→ **Records for the exercise**:

..............................

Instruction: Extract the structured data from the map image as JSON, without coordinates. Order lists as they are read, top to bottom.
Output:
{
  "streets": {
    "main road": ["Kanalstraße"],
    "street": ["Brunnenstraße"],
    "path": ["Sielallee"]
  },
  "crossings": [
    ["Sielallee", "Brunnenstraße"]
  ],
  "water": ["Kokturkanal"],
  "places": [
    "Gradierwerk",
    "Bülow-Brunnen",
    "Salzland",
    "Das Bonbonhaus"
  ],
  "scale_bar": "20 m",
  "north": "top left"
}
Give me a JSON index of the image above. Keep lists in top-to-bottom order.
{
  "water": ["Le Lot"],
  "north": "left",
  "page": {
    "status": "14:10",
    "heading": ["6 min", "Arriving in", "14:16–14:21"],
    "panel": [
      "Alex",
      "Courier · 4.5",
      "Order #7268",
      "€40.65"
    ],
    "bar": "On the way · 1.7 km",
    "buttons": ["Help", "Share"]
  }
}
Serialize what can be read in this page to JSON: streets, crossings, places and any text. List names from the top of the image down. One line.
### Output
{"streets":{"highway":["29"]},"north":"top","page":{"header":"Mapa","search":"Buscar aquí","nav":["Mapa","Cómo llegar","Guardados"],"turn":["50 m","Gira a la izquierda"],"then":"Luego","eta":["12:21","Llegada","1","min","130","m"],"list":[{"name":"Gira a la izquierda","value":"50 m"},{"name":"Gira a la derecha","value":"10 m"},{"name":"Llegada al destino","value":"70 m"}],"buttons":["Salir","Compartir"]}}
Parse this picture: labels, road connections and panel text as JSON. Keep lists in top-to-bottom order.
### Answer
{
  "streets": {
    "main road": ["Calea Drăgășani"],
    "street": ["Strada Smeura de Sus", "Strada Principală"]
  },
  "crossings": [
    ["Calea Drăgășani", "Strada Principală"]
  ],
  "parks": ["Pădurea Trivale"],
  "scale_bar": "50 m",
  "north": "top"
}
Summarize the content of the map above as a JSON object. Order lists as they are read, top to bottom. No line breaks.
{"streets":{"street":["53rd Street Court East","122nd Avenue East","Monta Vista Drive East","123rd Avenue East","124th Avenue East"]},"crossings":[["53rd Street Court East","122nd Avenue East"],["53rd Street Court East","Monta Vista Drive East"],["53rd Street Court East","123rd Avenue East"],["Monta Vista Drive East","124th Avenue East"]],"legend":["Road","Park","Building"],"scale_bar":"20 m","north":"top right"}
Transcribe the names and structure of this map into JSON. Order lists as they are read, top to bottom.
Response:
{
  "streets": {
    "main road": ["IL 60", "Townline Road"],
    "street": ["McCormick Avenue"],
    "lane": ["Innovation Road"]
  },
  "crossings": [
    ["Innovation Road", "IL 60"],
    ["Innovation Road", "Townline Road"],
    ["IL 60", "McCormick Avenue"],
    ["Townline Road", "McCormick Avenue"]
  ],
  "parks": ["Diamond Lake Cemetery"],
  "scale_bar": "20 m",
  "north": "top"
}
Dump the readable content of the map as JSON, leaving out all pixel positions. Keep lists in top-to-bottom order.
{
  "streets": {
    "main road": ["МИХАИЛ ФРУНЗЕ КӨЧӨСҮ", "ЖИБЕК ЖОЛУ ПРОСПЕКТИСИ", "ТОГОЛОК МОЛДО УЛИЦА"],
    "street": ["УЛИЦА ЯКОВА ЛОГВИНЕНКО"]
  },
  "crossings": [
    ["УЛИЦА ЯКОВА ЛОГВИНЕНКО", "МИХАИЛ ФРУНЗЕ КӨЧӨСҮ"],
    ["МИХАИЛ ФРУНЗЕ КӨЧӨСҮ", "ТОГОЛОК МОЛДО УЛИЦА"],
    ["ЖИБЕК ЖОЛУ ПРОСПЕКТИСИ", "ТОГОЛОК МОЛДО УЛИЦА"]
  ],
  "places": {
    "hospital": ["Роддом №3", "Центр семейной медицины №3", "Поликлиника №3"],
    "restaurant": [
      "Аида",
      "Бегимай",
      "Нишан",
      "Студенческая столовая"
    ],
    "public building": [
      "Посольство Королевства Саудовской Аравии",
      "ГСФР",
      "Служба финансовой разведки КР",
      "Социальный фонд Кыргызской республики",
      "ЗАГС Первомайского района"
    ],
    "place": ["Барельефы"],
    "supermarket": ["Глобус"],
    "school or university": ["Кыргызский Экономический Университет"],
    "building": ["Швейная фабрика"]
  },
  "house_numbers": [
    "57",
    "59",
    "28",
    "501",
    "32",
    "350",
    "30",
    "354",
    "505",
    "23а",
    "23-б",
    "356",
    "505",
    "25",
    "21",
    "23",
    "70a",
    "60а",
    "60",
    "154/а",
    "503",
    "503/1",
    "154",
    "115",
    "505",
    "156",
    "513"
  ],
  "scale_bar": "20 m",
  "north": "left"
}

..............................

→ **What you are asked to do**: Among the lines above, return those that hold the word "from".

→ **Expected output**:
Instruction: Extract the structured data from the map image as JSON, without coordinates. Order lists as they are read, top to bottom.
Serialize what can be read in this page to JSON: streets, crossings, places and any text. List names from the top of the image down. One line.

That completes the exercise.